First there is the affection of the familiar: knowing the story from the time (early 70s) when (as James) he was writing instalments in the Sunday papers and being written about. There is the straightforward excellence of the writing. But there is also some misgiving. Granted the very nature of a memoir dictates the primary subject matter- but frankly it still felt at times a little too ‘me-me-me’ - a touch too much self-confident, donnish arrogance. That self-certainty that is peculiar to a certain class, usually privileged, often public school educated and likely to be embedded in or near the establishment. Which makes it all the more extraordinary that this story, which would chime with today’s LGBTW community, had such a posh backdrop, emphasising that we are all individuals under the skin. Public school, Oxford, the army (which he liked, for clubbish reasons), London gentlemen’s clubs, and one can’t imagine a more conventional early CV for early life into adulthood.
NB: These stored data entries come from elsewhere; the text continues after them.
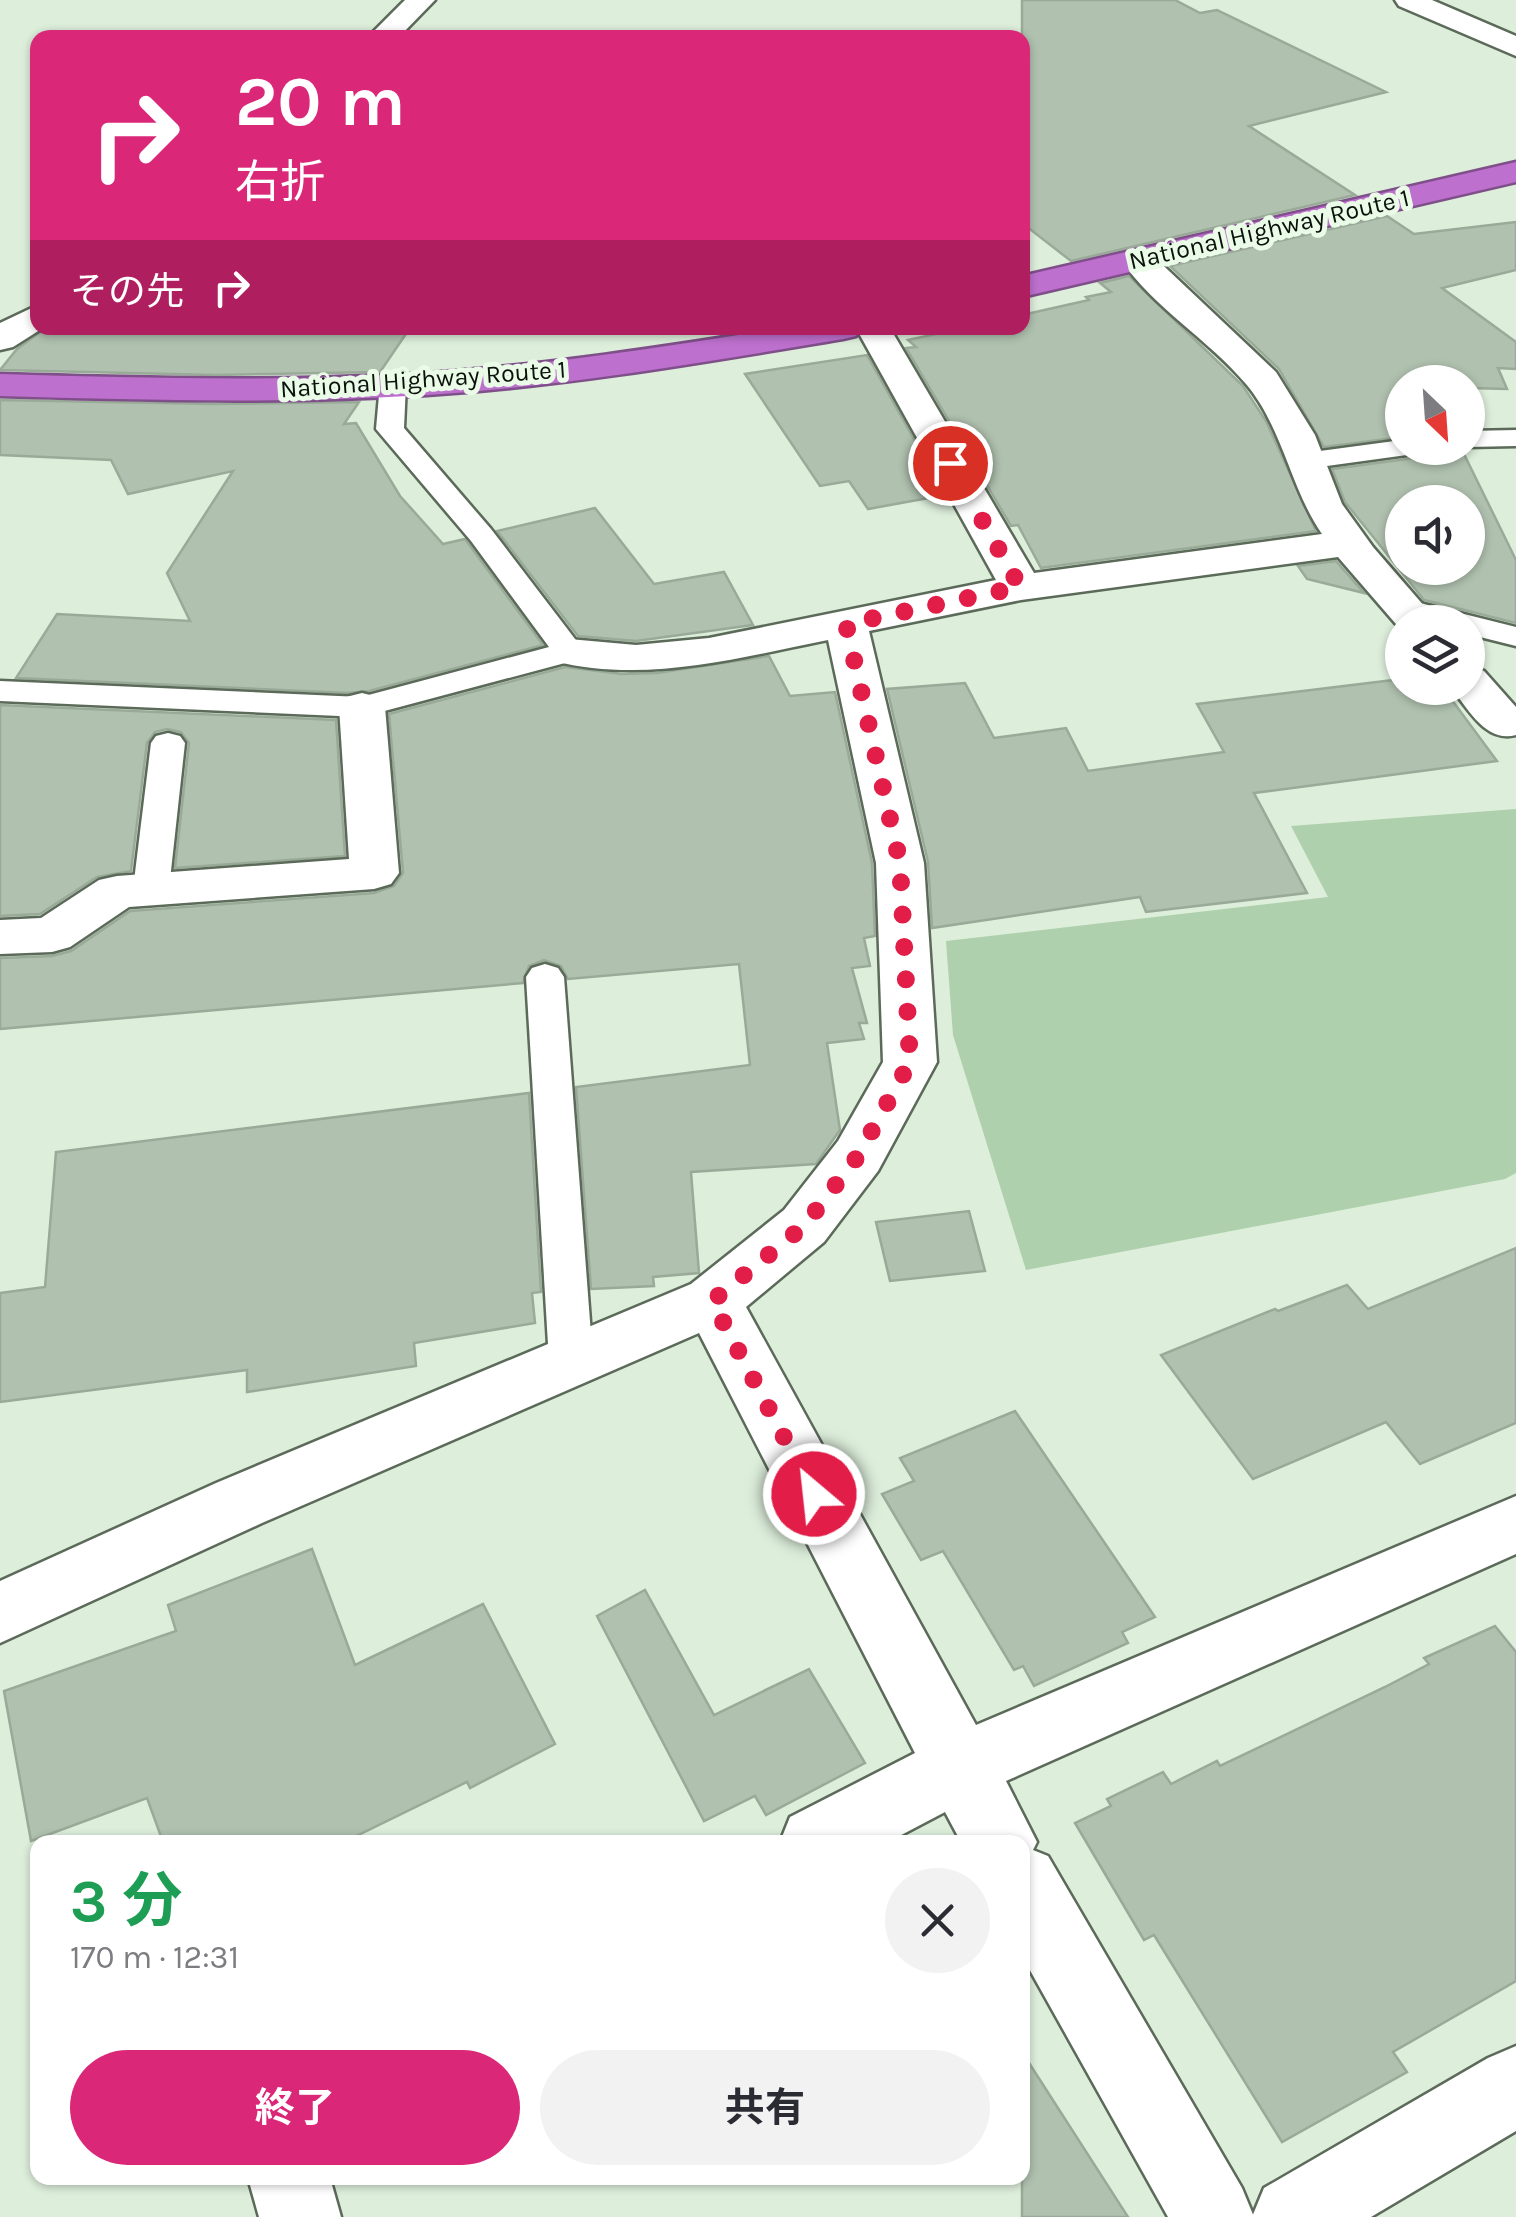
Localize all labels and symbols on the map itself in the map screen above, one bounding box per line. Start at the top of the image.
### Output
street label: National Highway Route 1 [1126,183,1412,275]
street label: National Highway Route 1 [279,355,567,403]
north arrow [1385,365,1485,465]
pin [908,421,993,506]
position arrow [762,1442,866,1546]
I guess the primary interest is that here is someone who has experienced a sex change, who possesses the ability to write engagingly about the whole issue and surrounding processes. Nonetheless I feel sorry for Elizabeth and I think Jan’s arrogance seeps through here. I’d have liked to have learned a great deal more about the process from his wife’s eye-view, and what she really felt about this possibly unique situation. I have a further issue - I cannot help but ascribe a male gender to the narrator, no matter how much she would wish it otherwise. Why? Partly through having known of James before Jan, but principally because I think her voice is, fundamentally, a male one. That’s not a criticism - more a further example of how amazing the story is, and how fascinating it would have been to have a second balancing narrative voice running alongside Jan’s own.
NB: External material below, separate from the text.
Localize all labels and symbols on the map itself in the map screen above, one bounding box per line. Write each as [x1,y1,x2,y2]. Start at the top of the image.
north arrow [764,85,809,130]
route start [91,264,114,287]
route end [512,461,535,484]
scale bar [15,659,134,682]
Just one quote to sum up the style and content:
“The connotation of love with physical sex seems to me a vulgar simplicism, while the overlapping of the two words I consider one of the weakest points of the English language”

MT
I stayed with one of their children several times in Totnes and heard the whole story and how hard it was for the kids. I met Jan and Elizabeth at their wedding.  So the book was an interesting background on a story I knew well.  Even though the writing was obviously excellent I did find it irritating – for example the questions that were constantly included "would you not agree etc”. I found the first part of the book when he was a man interesting- even though he said he did not like being a man, I felt he seemed to like lots of it. The middle part when he was trying to be more female was less good although some interesting comments “the more I was treated like a women, the more women I became”.   The last part of the book was more interesting - the medical part was fascinating and I was surprised at the suggestion of the non-sterile conditions of the clinic. When he became more of a women physically was interesting – particularly the unique comparison she had with men and women having been both. Although I still got the male sense from her writing as a women (I would have thought it was a man writing if I didn't know) - maybe reflecting some sense of loss? So in conclusion an OK average book for me, some enjoyment, some irritation and some insights  so I will give it 5.00.